A ausência de manifestação popular

As reiteradas ameaças de Bolsonaro e filhos ao STF e ao Congresso Nacional são feitas e prosperam no vazio da participação popular que existe na vida política e social no Brasil, hoje ainda mais aprofundado. As intimidações não são dirigidas particularmente a ministros, deputados e senadores, que lá estão de passagem. Atingem as próprias instituições, que são constitucionalmente intocáveis.

Na República, todo poder emana do povo. Logo, suas instituições nada mais são do que representações da vontade popular. São os cidadãos que as legitimam, garantem e fiscalizam o seu funcionamento imparcial a serviço do bem-estar comum. Elas não se justificam apenas por si mesmas.

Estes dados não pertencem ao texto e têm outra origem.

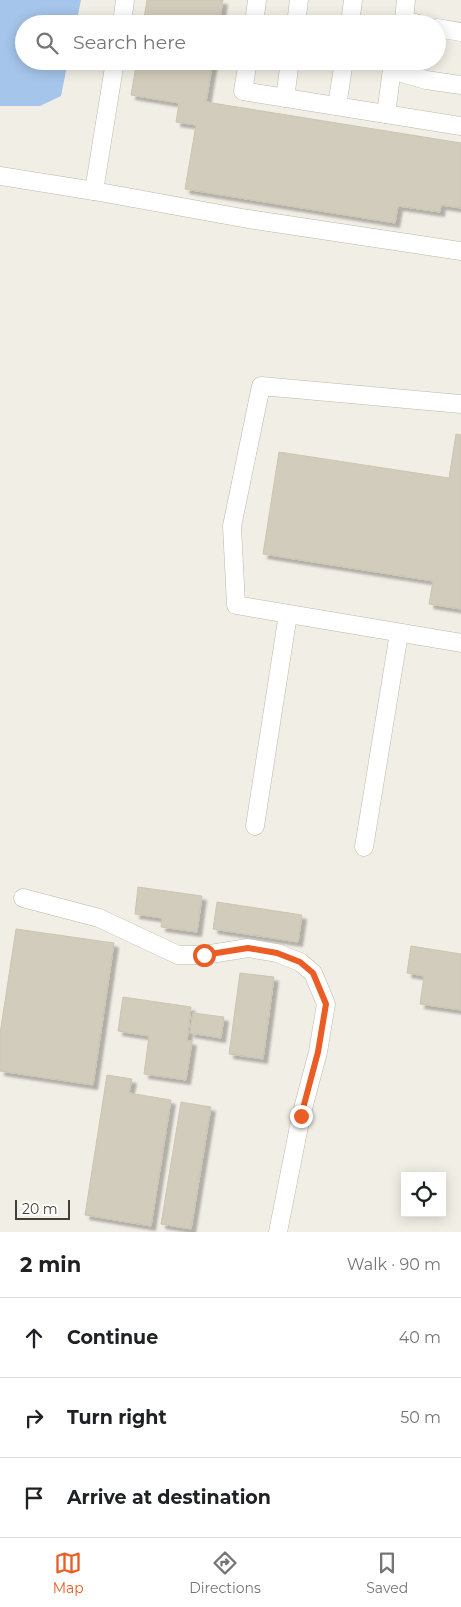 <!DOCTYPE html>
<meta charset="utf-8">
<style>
body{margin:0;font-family:Montserrat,sans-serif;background:#f2f2f2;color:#202124}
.controls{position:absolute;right:15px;bottom:15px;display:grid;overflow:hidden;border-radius:0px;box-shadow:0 2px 12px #0003}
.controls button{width:45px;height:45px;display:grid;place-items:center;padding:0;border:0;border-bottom:1px solid #e0e0e0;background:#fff;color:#202124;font:25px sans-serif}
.scale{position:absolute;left:15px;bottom:12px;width:55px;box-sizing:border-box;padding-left:5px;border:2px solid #434035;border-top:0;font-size:14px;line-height:18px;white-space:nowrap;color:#434035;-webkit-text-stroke:4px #fff;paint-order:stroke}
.stop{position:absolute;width:15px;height:15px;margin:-11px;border:4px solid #ea5d24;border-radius:50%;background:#fff}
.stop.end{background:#ea5d24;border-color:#fff;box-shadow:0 1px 5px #0008}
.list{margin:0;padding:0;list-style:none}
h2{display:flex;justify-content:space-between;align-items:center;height:65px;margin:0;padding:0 20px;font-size:21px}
h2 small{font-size:16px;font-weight:400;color:#757577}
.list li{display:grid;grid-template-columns:32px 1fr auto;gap:15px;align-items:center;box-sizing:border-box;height:80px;padding:0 20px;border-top:1px solid #e0e0e0}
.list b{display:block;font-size:19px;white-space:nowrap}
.list em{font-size:16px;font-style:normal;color:#757577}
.icon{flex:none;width:28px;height:28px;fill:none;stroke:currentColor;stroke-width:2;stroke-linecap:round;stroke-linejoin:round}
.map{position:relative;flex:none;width:461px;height:1232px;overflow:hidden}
.search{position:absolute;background:#fff;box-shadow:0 2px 12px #0003;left:15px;right:15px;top:15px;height:55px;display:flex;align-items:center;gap:12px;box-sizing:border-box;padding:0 18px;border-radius:28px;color:#757577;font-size:19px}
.sheet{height:305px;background:#fff}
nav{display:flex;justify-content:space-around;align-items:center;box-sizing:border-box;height:70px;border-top:1px solid #e0e0e0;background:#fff;font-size:14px;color:#757577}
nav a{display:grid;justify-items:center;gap:2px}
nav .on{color:#ea5d24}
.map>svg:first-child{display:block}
</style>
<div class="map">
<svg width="461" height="1232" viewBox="0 0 461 1232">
<defs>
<filter id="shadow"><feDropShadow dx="4.5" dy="4.5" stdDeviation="1" flood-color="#0004"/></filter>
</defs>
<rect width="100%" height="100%" fill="#f1efe5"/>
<!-- water -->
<path fill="#a5c5ea" d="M0,0H81L76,24H24V61H68L61,96L40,106H0Z"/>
<!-- building -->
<g fill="#d2ccbc" stroke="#ccc5b0" filter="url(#shadow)">
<path d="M147,0H223L219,24H143Z"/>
<path d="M137,61H213L206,102L461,143V208L441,205L440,212L398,206L395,223L185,189L196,125L176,122L179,103L131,95Z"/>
<path d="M456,434L461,435V609L429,604L433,581L263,554L279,452L449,478Z"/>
<path d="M138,887L202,896L197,932L161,927L162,918L135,914Z"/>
<path d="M217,902L302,915L298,942L213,929Z"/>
<path d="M16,929L114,943L93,1085L0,1071V1034Z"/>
<path d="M411,946L461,954V1010L420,1004L424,976L407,973Z"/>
<path d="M240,973L274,977L263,1059L229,1054Z"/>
<path d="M123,997L191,1007L187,1041H192L186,1080L144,1074L149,1036L118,1031Z"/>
<path d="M193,1013L224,1017L221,1038L190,1033Z"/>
<path d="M107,1075L132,1079L129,1093L171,1100L151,1226L85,1215Z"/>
<path d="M181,1102L211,1107L191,1229L161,1224Z"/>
</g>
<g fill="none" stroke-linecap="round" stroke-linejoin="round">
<defs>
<g id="minor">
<path d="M406,0L404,20L418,24"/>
<path d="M122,24L125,0"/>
<path d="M254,24L257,0"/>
<path d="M296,24L299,0"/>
<path d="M350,24L353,0"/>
<path d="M437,28L461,32"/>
<path d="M115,61L94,191L248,219L461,251"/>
<path d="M248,61L243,91L461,126"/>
<path d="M392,70L426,80L461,85"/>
<path d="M285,98L290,61"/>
<path d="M337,106L344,61"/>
<path d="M386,114L393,61"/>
<path d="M0,176L94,191"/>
<path d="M461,404L261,386L232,526L236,605L461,643"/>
<path d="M255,826L288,614"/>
<path d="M364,847L399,633"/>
<path d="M23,898L99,918L178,955H204L248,948L277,953L300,962L313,973L326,1004L318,1052L301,1116L278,1232"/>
</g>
</defs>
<!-- minor casing -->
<use href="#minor" stroke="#bcb8a9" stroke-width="19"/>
<!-- minor -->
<use href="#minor" stroke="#fff" stroke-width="18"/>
</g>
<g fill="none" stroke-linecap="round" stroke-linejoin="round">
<!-- route -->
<path stroke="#ea5d24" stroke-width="6" d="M204,955L248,948L277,953L300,962L313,973L326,1004L318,1052L301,1116"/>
</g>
</svg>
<div class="controls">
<button><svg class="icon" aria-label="locate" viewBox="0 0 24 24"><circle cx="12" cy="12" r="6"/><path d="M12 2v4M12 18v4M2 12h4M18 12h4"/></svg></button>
</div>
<div class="scale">20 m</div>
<div class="stop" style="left:204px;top:955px"></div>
<div class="stop end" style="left:301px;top:1116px"></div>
<div class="search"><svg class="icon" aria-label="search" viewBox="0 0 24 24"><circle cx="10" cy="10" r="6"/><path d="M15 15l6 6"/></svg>Search here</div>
</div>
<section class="sheet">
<h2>2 min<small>Walk · 90 m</small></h2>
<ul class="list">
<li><svg class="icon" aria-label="ahead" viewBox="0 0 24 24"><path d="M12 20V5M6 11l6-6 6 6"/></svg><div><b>Continue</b></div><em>40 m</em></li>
<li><svg class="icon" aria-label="right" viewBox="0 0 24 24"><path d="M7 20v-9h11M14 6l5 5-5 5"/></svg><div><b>Turn right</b></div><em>50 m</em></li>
<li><svg class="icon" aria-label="arrive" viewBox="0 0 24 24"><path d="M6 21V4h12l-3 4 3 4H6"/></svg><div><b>Arrive at destination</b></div></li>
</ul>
</section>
<nav>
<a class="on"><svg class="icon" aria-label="map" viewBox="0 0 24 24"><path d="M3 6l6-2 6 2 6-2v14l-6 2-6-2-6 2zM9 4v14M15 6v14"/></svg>Map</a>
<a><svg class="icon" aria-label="directions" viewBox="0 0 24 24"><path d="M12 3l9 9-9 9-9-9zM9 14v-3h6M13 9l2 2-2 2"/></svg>Directions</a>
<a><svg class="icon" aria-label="saved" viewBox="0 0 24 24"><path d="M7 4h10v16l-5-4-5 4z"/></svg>Saved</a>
</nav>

Quando o deputado Eduardo Bolsonaro diz que basta um cabo e um soldado para fechar o STF, o faz livre e impunemente porque não há qualquer manifestação popular em defesa dessa instituição. Mais ainda, não há sinergia entre as partes. Não há Res Publica.

(Será por que o Direito entre nós é historicamente elitista e representa, via de regra, a vontade dos mais fortes e está, na esmagadora maioria dos casos, a serviço do que se convencionou chamar elite no Brasil?).

Voltando a Eduardo Bolsonaro, se não há, de fato, Res Publica, ou coisa pública, basta mesmo um cabo e um soldado para fechar o STF. Sem a legitimidade dada pelo reconhecimento e o apoio da população, os seus 11 ministros são apenas senhores eruditos citando leis, com a devida vênia. Daí, a empáfia do bolsonarismo.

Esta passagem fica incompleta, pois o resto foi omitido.